:: Work instructions ::
Reproduce, exactly and in full, the records that follow, minus any pictures.

[Entries shown Boundary: Start]

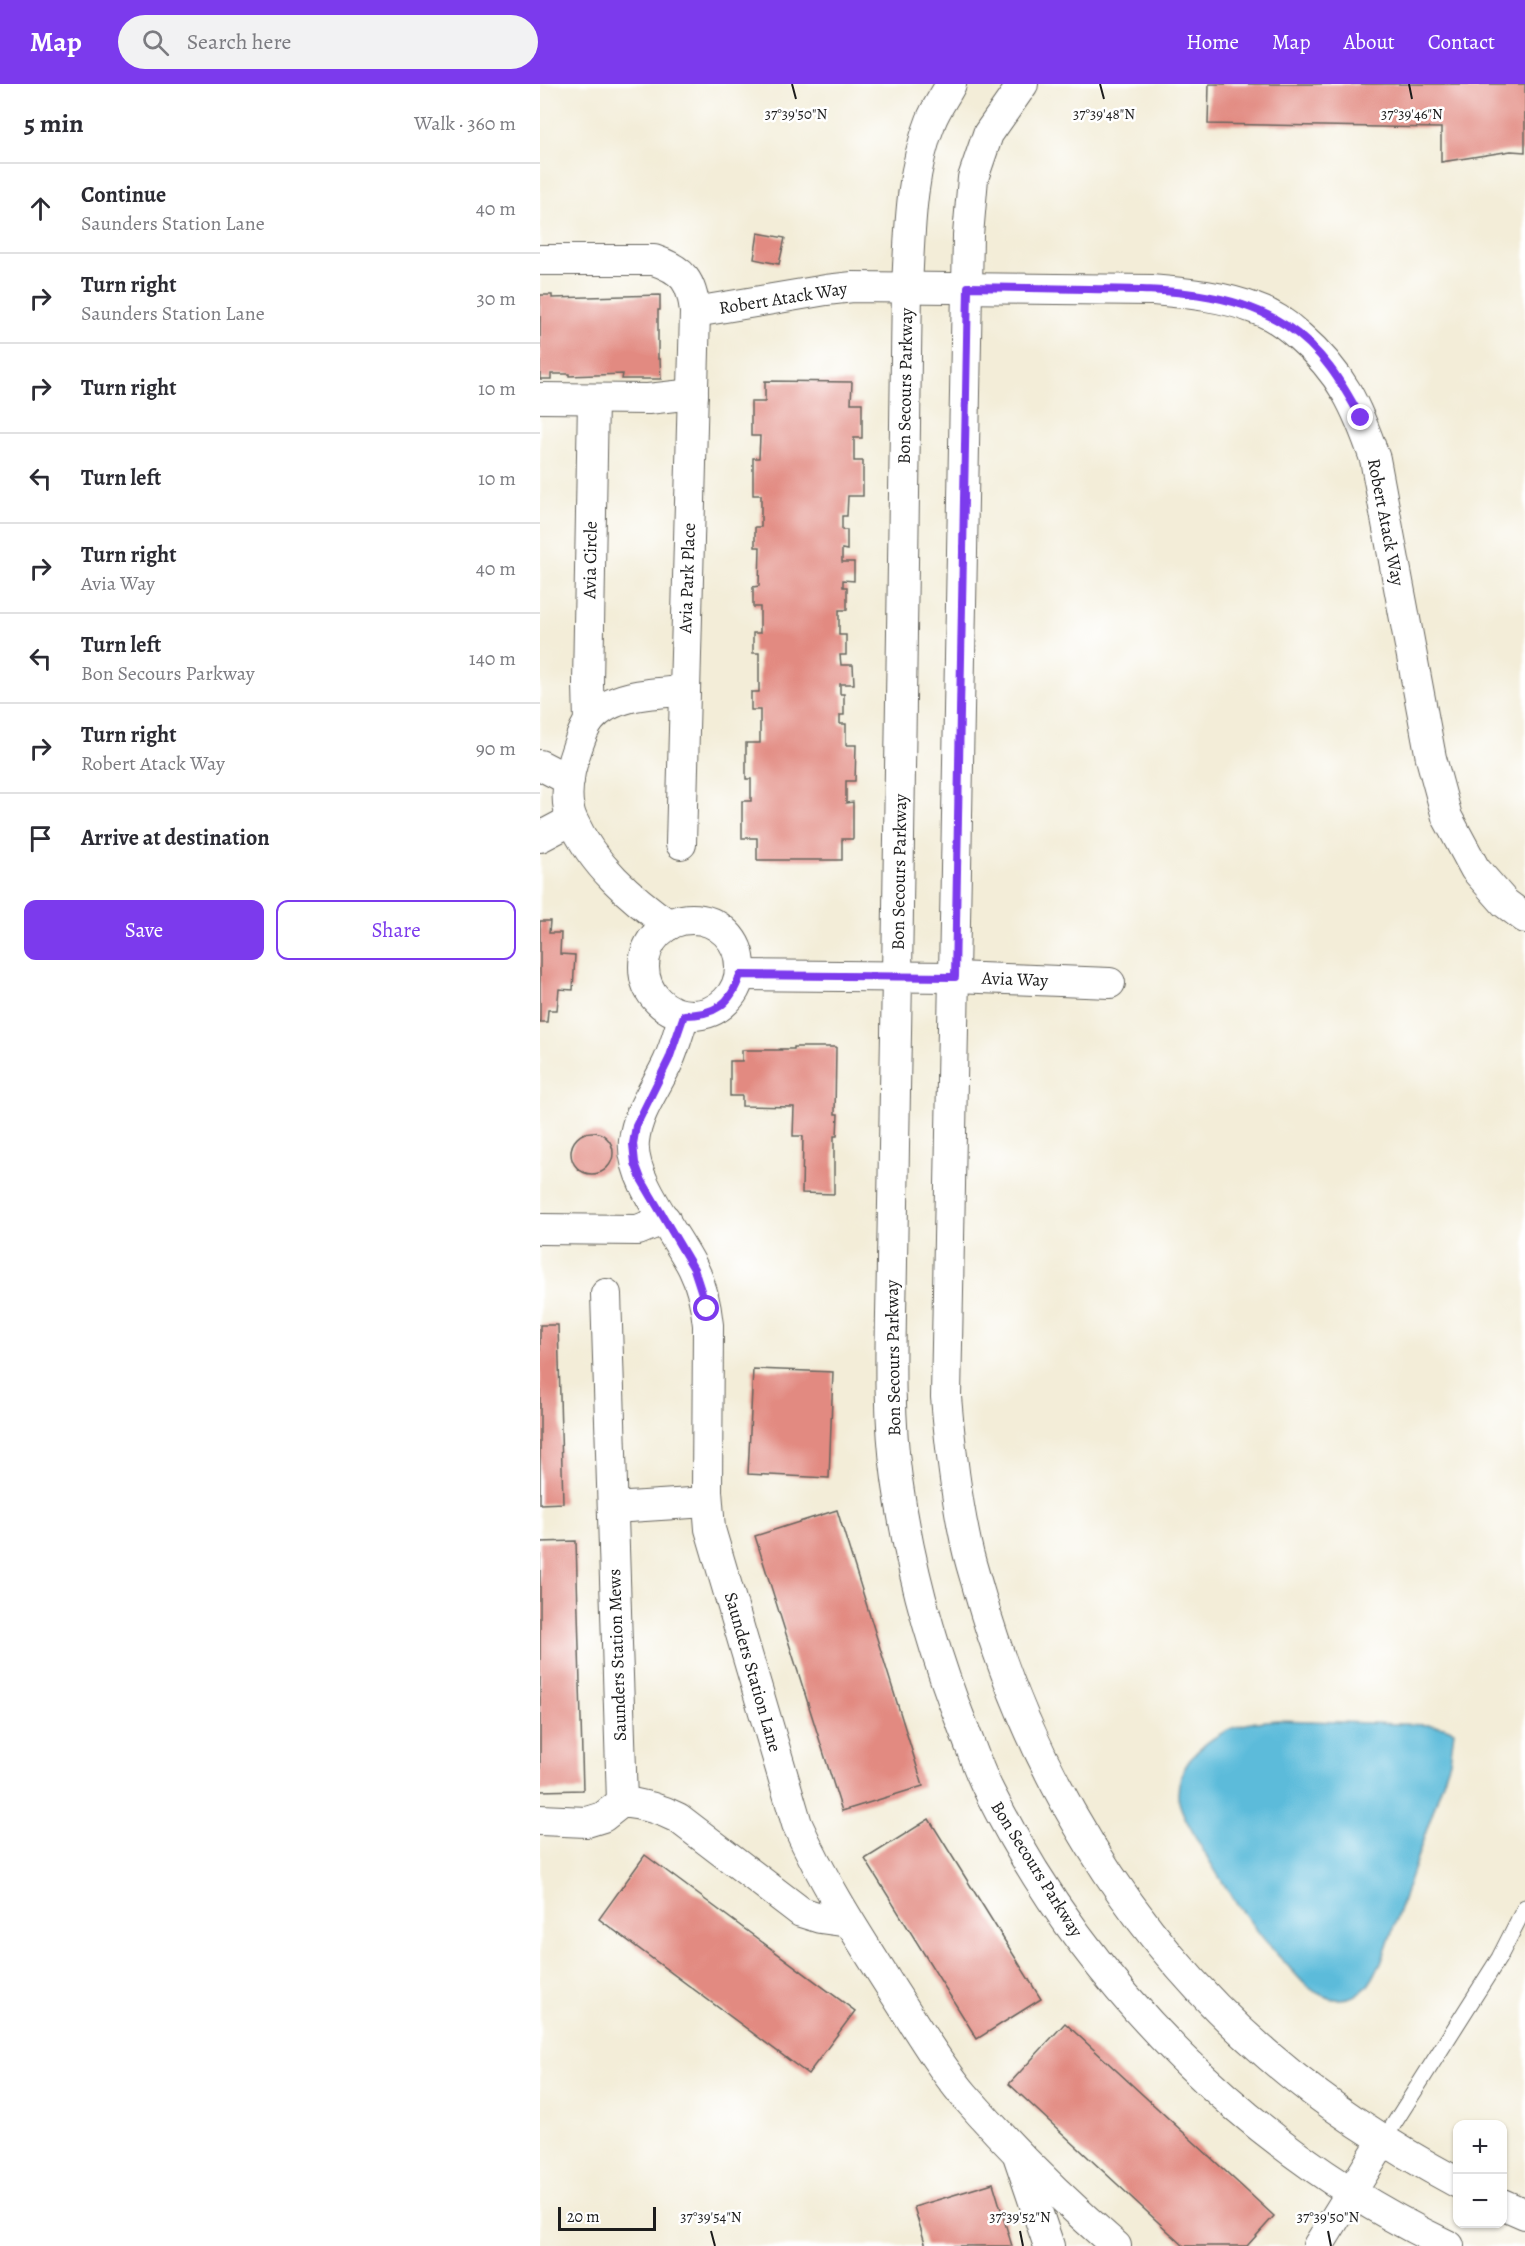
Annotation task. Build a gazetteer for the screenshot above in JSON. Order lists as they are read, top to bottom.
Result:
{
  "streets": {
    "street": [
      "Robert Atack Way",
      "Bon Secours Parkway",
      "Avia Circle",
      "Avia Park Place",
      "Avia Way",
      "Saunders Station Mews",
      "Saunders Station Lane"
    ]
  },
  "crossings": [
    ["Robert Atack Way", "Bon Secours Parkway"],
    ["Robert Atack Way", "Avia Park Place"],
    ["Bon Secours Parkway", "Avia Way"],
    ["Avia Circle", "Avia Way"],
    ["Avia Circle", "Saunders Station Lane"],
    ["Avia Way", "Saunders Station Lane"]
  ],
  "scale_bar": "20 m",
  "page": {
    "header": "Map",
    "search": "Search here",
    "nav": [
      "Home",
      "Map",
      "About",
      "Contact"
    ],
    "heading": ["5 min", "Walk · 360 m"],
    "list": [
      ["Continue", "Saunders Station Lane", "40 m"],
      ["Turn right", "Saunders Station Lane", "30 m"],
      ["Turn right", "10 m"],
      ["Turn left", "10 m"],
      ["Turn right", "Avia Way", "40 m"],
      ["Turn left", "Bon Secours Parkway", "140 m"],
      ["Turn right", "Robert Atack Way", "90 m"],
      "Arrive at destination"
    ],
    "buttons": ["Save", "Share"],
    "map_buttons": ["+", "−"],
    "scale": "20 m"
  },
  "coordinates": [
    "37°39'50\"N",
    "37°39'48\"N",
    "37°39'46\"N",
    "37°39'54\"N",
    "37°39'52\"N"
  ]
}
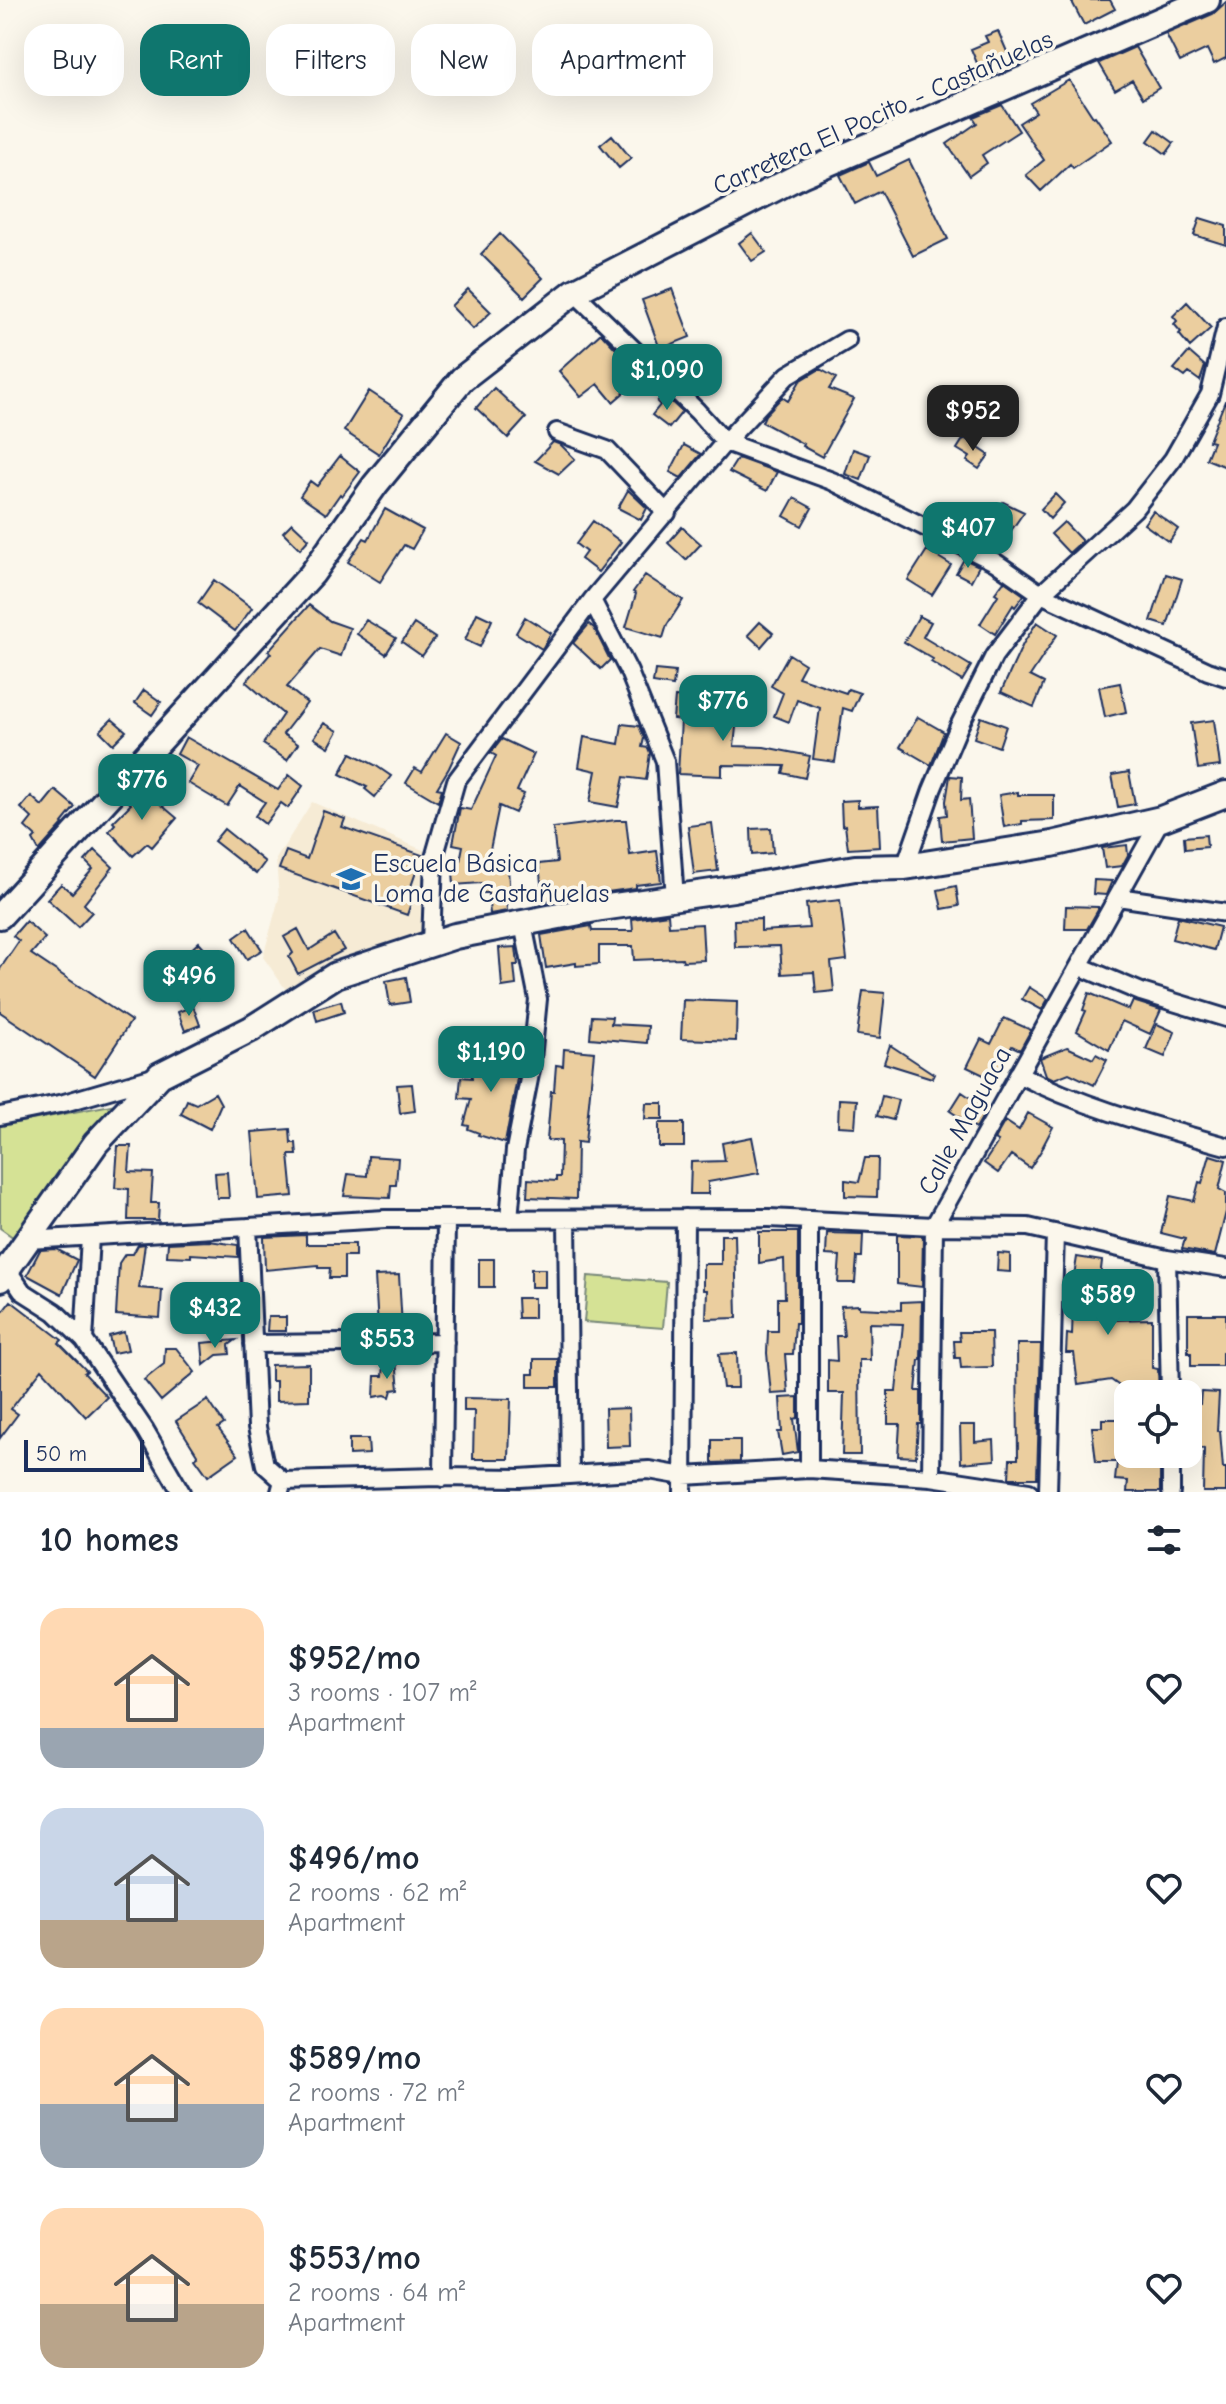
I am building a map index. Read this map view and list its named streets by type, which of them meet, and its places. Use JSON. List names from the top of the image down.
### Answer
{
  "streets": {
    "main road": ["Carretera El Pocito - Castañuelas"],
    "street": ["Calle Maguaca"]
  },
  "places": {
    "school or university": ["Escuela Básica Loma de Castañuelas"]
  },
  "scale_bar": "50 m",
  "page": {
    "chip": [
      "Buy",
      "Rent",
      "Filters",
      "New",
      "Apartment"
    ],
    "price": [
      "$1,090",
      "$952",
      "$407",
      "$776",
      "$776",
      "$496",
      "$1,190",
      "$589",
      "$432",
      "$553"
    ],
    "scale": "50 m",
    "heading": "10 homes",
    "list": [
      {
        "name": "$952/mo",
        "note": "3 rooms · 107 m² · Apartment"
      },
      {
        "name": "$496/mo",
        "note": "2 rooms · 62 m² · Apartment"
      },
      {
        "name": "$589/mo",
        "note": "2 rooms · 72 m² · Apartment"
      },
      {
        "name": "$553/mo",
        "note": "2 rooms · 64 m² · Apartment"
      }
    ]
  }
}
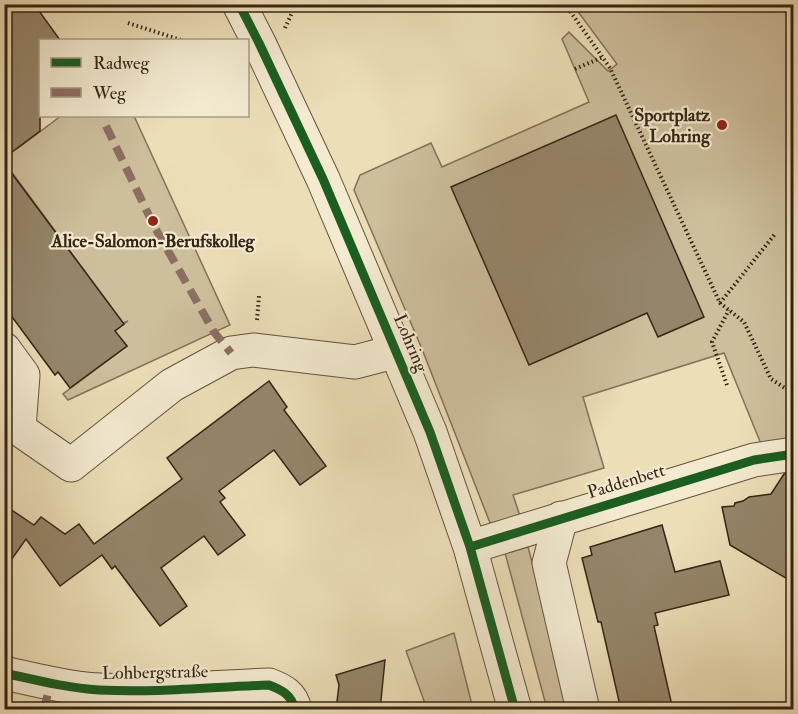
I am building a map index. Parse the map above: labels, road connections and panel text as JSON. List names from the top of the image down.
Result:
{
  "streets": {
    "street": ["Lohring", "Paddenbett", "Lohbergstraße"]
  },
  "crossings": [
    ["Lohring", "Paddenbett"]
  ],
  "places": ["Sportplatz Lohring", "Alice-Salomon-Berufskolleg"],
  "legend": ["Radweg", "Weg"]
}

[Entries shown Boundary: End]

:: Exercise solution ::
Annotation task. Build a gazetteer for the screenshot above in JSON. Order lists as they are read, top to bottom.
Result:
{
  "streets": {
    "street": [
      "Robert Atack Way",
      "Bon Secours Parkway",
      "Avia Circle",
      "Avia Park Place",
      "Avia Way",
      "Saunders Station Mews",
      "Saunders Station Lane"
    ]
  },
  "crossings": [
    ["Robert Atack Way", "Bon Secours Parkway"],
    ["Robert Atack Way", "Avia Park Place"],
    ["Bon Secours Parkway", "Avia Way"],
    ["Avia Circle", "Avia Way"],
    ["Avia Circle", "Saunders Station Lane"],
    ["Avia Way", "Saunders Station Lane"]
  ],
  "scale_bar": "20 m",
  "page": {
    "header": "Map",
    "search": "Search here",
    "nav": [
      "Home",
      "Map",
      "About",
      "Contact"
    ],
    "heading": ["5 min", "Walk · 360 m"],
    "list": [
      ["Continue", "Saunders Station Lane", "40 m"],
      ["Turn right", "Saunders Station Lane", "30 m"],
      ["Turn right", "10 m"],
      ["Turn left", "10 m"],
      ["Turn right", "Avia Way", "40 m"],
      ["Turn left", "Bon Secours Parkway", "140 m"],
      ["Turn right", "Robert Atack Way", "90 m"],
      "Arrive at destination"
    ],
    "buttons": ["Save", "Share"],
    "map_buttons": ["+", "−"],
    "scale": "20 m"
  },
  "coordinates": [
    "37°39'50\"N",
    "37°39'48\"N",
    "37°39'46\"N",
    "37°39'54\"N",
    "37°39'52\"N"
  ]
}
I am building a map index. Read this map view and list its named streets by type, which of them meet, and its places. Use JSON. List names from the top of the image down.
### Answer
{
  "streets": {
    "main road": ["Carretera El Pocito - Castañuelas"],
    "street": ["Calle Maguaca"]
  },
  "places": {
    "school or university": ["Escuela Básica Loma de Castañuelas"]
  },
  "scale_bar": "50 m",
  "page": {
    "chip": [
      "Buy",
      "Rent",
      "Filters",
      "New",
      "Apartment"
    ],
    "price": [
      "$1,090",
      "$952",
      "$407",
      "$776",
      "$776",
      "$496",
      "$1,190",
      "$589",
      "$432",
      "$553"
    ],
    "scale": "50 m",
    "heading": "10 homes",
    "list": [
      {
        "name": "$952/mo",
        "note": "3 rooms · 107 m² · Apartment"
      },
      {
        "name": "$496/mo",
        "note": "2 rooms · 62 m² · Apartment"
      },
      {
        "name": "$589/mo",
        "note": "2 rooms · 72 m² · Apartment"
      },
      {
        "name": "$553/mo",
        "note": "2 rooms · 64 m² · Apartment"
      }
    ]
  }
}
I am building a map index. Parse the map above: labels, road connections and panel text as JSON. List names from the top of the image down.
Result:
{
  "streets": {
    "street": ["Lohring", "Paddenbett", "Lohbergstraße"]
  },
  "crossings": [
    ["Lohring", "Paddenbett"]
  ],
  "places": ["Sportplatz Lohring", "Alice-Salomon-Berufskolleg"],
  "legend": ["Radweg", "Weg"]
}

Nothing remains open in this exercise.